D..Z. “…Sono d'accordo con te. Aggiungerei soltanto che l'enfasi globalista sottovaluta il fatto che lo Stato nazionale sembra destinato non solo a conservare a lungo molte delle sue funzioni tradizionali, ma anche ad assumere funzioni nuove che non potranno essere assorbite da strutture di aggregazione regionale o globale. Solo uno Stato nazionale democratico sembra in grado di garantire un buon rapporto fra estensione geopolitica e lealtà dei cittadini e già per questo svolge secondo me una funzione non facilmente surrogabile, anche nei confronti degli eccessi delle rivendicazioni etniche. E forse non andrebbe dimenticato, come ha sottolineato Paul Hirst, che le persone sono molto meno mobili del denaro, delle merci e delle idee, per non dire dei contenuti della comunicazione elettronica: le persone sono molto più 'nazionalizzate' e sarà comunque al loro radicamento nazionale e territoriale che si dovrà fare appello anche in futuro per dare legittimità alle istituzioni sovranazionali…”.

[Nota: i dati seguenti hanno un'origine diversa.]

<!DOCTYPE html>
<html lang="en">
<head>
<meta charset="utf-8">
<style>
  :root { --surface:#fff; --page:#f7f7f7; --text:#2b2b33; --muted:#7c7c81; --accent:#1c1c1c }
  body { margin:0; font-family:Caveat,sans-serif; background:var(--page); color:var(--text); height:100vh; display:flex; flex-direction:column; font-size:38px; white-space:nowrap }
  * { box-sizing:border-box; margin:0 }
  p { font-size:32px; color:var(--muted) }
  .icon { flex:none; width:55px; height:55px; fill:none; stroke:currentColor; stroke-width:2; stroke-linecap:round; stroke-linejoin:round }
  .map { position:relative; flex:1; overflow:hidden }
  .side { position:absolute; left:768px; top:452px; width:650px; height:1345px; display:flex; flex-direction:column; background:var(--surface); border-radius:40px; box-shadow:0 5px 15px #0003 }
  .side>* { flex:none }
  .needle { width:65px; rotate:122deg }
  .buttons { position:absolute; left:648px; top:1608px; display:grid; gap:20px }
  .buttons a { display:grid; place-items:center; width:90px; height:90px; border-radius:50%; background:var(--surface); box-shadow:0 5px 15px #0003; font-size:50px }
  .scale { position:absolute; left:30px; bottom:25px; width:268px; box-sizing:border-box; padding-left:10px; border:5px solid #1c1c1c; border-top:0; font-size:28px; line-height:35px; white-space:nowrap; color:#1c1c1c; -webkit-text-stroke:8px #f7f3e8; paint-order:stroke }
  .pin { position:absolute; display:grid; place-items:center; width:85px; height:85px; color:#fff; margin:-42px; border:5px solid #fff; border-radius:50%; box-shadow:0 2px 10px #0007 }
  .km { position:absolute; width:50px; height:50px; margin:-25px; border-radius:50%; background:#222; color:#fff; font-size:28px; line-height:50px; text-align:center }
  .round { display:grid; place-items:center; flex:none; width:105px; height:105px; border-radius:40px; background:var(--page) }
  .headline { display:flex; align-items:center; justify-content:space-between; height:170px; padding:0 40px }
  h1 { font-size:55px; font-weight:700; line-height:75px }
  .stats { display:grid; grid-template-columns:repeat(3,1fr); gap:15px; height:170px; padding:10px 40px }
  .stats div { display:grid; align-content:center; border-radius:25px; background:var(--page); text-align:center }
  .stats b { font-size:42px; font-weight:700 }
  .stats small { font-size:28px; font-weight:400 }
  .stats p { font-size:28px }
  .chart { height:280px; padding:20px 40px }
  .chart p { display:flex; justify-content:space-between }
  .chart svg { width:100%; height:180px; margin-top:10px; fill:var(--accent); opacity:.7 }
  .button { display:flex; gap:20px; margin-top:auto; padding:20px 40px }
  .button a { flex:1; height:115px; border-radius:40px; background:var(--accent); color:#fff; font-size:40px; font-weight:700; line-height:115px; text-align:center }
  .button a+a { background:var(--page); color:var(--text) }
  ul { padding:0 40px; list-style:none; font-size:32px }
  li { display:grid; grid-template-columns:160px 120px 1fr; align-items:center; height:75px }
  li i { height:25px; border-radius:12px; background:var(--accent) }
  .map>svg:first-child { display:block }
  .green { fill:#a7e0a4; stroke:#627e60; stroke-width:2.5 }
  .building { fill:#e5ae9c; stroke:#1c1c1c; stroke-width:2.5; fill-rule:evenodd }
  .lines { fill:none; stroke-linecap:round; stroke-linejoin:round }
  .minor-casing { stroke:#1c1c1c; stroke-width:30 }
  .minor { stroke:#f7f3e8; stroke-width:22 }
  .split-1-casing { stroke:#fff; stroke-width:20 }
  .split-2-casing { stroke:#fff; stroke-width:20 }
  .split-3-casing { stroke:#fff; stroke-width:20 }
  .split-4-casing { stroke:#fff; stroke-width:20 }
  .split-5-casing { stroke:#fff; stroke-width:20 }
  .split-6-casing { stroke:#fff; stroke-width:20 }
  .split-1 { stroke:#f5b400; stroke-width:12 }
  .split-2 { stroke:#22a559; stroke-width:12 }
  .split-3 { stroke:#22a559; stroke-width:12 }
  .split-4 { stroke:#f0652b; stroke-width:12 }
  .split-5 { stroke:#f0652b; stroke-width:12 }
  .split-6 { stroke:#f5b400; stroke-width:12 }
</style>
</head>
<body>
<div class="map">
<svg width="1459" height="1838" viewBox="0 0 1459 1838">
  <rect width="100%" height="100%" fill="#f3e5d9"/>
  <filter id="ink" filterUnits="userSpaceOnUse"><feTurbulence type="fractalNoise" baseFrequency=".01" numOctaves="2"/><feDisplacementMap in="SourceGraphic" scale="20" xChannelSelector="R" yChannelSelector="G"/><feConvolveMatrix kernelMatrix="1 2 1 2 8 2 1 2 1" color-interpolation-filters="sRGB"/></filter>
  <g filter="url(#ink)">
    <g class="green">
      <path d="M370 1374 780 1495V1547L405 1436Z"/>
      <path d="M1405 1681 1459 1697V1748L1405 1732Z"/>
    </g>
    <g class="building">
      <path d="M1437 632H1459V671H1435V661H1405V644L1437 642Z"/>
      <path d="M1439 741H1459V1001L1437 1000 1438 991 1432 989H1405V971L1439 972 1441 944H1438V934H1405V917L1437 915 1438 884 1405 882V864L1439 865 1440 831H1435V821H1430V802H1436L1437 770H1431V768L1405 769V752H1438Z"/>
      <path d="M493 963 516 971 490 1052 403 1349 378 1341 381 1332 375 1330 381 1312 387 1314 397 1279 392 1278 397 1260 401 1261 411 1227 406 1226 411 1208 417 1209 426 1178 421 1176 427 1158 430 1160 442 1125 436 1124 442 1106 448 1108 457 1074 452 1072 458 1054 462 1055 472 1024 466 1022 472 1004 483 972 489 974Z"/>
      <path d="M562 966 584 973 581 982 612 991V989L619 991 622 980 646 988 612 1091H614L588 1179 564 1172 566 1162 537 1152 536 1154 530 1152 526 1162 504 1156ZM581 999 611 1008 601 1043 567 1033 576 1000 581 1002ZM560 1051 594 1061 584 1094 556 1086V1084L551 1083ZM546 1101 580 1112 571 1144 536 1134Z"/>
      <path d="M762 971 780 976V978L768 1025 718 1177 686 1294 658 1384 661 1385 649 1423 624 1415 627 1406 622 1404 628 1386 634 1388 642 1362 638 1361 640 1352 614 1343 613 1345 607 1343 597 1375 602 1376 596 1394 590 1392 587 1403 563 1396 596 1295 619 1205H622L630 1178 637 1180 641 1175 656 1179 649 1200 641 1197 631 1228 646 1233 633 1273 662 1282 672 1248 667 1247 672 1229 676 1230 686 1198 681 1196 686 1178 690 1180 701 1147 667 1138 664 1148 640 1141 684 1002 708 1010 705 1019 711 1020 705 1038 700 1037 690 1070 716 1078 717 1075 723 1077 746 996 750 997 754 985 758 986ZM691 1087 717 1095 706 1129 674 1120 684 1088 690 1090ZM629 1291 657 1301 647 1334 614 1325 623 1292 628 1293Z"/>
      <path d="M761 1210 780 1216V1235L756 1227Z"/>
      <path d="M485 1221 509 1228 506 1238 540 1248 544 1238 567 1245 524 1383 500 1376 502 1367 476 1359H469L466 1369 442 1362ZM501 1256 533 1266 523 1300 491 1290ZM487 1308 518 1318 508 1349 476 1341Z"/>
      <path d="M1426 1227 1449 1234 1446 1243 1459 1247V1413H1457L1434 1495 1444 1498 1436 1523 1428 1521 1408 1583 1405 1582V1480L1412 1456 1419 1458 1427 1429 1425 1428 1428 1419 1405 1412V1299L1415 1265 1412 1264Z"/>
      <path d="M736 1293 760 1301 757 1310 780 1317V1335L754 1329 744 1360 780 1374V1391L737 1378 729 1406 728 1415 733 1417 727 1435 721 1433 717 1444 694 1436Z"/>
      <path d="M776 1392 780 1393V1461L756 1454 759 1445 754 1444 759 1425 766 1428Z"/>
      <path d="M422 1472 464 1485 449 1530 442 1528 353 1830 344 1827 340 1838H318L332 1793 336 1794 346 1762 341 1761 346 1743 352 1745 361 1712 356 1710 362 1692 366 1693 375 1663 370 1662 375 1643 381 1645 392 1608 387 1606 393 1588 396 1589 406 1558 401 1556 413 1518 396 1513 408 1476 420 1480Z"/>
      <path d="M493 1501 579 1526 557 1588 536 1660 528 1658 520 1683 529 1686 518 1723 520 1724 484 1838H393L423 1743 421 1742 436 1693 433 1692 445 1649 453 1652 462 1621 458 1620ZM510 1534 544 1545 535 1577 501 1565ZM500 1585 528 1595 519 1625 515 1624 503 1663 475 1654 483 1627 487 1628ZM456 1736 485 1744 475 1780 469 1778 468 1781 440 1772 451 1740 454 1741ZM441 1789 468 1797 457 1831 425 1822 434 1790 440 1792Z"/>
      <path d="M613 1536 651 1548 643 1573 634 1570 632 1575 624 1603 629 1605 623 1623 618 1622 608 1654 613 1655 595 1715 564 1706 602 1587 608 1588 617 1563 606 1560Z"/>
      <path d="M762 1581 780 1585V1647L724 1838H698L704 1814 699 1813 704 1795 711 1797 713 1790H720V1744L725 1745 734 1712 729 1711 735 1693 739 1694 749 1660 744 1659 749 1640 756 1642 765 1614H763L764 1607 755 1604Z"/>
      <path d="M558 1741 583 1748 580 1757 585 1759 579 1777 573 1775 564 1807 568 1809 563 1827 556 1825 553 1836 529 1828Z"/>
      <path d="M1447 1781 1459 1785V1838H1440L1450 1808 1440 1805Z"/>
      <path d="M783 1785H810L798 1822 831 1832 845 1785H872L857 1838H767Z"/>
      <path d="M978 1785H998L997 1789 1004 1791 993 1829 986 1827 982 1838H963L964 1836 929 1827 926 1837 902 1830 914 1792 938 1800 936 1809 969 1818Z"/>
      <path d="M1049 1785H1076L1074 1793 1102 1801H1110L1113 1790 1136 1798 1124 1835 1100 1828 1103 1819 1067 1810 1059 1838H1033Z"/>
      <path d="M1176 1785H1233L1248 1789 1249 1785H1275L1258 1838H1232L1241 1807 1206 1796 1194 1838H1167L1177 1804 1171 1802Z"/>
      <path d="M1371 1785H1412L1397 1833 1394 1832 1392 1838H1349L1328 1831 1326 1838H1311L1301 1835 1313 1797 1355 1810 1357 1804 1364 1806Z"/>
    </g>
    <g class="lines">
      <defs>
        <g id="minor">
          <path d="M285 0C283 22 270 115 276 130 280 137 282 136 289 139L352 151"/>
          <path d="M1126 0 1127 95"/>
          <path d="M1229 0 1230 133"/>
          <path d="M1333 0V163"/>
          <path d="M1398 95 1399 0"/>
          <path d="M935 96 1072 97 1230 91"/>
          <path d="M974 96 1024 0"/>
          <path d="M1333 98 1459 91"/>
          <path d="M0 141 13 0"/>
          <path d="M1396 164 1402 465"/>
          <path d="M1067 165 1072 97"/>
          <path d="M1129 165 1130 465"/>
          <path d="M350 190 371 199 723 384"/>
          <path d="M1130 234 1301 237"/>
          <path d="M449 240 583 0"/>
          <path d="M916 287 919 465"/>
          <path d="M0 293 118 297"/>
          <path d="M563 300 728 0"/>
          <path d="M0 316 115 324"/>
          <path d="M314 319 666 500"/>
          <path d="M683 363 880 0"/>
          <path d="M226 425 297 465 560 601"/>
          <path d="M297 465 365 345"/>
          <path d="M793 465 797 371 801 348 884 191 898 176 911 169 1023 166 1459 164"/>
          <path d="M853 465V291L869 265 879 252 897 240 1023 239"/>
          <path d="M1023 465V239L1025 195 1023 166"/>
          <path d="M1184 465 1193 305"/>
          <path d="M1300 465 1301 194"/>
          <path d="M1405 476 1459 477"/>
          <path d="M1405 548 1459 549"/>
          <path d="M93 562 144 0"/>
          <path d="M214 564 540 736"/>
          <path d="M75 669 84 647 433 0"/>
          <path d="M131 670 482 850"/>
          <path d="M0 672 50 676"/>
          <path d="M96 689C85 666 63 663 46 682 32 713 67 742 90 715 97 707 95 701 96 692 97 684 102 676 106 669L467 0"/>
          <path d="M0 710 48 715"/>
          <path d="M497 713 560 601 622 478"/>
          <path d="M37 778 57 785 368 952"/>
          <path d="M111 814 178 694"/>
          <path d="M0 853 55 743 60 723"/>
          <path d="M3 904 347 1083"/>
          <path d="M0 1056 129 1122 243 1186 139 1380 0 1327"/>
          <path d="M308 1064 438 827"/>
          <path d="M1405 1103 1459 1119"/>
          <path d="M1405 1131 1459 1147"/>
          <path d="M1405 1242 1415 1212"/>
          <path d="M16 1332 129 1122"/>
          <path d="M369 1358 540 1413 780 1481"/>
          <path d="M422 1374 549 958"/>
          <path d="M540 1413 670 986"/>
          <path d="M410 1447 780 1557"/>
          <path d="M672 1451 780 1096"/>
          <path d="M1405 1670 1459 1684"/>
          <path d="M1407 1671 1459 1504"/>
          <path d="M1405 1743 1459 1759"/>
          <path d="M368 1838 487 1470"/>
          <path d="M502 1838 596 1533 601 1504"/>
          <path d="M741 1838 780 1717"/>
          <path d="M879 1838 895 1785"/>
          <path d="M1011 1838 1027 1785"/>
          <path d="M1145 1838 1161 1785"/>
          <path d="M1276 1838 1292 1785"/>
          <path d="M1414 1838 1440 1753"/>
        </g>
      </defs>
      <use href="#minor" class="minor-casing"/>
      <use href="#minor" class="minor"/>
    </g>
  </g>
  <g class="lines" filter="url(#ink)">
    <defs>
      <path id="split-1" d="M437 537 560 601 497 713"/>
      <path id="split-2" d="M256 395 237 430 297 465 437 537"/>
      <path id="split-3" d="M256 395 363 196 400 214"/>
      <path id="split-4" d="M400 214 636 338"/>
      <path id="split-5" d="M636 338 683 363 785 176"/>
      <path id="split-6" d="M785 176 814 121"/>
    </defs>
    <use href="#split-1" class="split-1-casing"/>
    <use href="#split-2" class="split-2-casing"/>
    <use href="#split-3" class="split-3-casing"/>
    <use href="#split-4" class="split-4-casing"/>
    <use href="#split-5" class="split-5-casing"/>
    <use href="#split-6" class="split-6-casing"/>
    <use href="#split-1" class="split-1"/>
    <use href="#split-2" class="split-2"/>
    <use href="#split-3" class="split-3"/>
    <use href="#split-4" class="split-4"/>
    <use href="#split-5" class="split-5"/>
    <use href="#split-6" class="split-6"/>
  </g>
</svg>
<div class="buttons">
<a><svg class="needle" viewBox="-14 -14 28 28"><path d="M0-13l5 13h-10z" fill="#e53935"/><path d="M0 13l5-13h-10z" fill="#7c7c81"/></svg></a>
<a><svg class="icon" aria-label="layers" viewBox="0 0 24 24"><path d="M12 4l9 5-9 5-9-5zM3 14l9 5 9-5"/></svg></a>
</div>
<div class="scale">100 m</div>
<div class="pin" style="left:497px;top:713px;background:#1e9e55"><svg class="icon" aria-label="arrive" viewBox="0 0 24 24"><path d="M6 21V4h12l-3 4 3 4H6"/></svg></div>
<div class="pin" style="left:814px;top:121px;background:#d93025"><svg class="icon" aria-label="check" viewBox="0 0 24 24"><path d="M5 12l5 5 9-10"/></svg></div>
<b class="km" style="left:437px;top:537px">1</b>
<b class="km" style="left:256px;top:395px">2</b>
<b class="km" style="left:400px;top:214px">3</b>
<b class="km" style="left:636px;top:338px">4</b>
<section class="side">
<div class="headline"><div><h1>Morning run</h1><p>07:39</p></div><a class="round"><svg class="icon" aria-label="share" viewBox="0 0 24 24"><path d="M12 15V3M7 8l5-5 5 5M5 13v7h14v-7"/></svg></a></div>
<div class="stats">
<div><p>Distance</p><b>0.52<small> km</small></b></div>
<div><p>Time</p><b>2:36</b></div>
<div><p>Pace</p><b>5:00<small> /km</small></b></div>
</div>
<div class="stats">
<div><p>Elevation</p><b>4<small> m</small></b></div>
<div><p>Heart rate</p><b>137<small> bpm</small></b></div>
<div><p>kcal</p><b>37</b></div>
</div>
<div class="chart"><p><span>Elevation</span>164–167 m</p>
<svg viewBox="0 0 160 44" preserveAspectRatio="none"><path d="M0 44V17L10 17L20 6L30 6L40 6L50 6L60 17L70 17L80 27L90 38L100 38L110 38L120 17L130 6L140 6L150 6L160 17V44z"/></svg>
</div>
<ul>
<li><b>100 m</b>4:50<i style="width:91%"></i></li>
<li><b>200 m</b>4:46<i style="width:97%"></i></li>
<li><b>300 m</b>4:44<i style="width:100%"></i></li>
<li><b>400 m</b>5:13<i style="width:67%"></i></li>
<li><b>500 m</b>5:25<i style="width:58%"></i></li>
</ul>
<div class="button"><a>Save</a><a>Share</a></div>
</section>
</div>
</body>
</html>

U.B. Attorno a questo punto si è sviluppata la più importante controversia nell'ambito della teoria politica contemporanea: è possibile una democrazia oltre l'ambito dello Stato nazionale? Oppure lo Stato nazionale va considerato come il solo ambito istituzionale entro il quale può realizzarsi lo Stato di diritto e quindi la tutela dei diritti dell'uomo? Ci può essere una legittimazione democratica ottenuta attraverso procedure transnazionali? Secondo me, almeno per quanto riguarda l'ambito europeo, questa discussione ha un valore puramente teorico. È una pura illusione pensare che sia possibile riportare indietro l'orologio della storia e tornare in Europa ai tempi della democrazia nazionale. Non ci sarà democrazia in Europa se non sarà una democrazia rafforzata sul piano transnazionale. La democrazia è stata inventata oltre mille anni fa in ambito locale. Poi, nel corso della prima modernità, ha assunto una dimensione nazionale. Ora e nel prossimo futuro la democrazia deve essere reinventata a livello transnazionale. È questo il senso del progetto democratico per l'Europa...”.

Molto interessante l’esame del “globalismo economico”: ecco il confronto.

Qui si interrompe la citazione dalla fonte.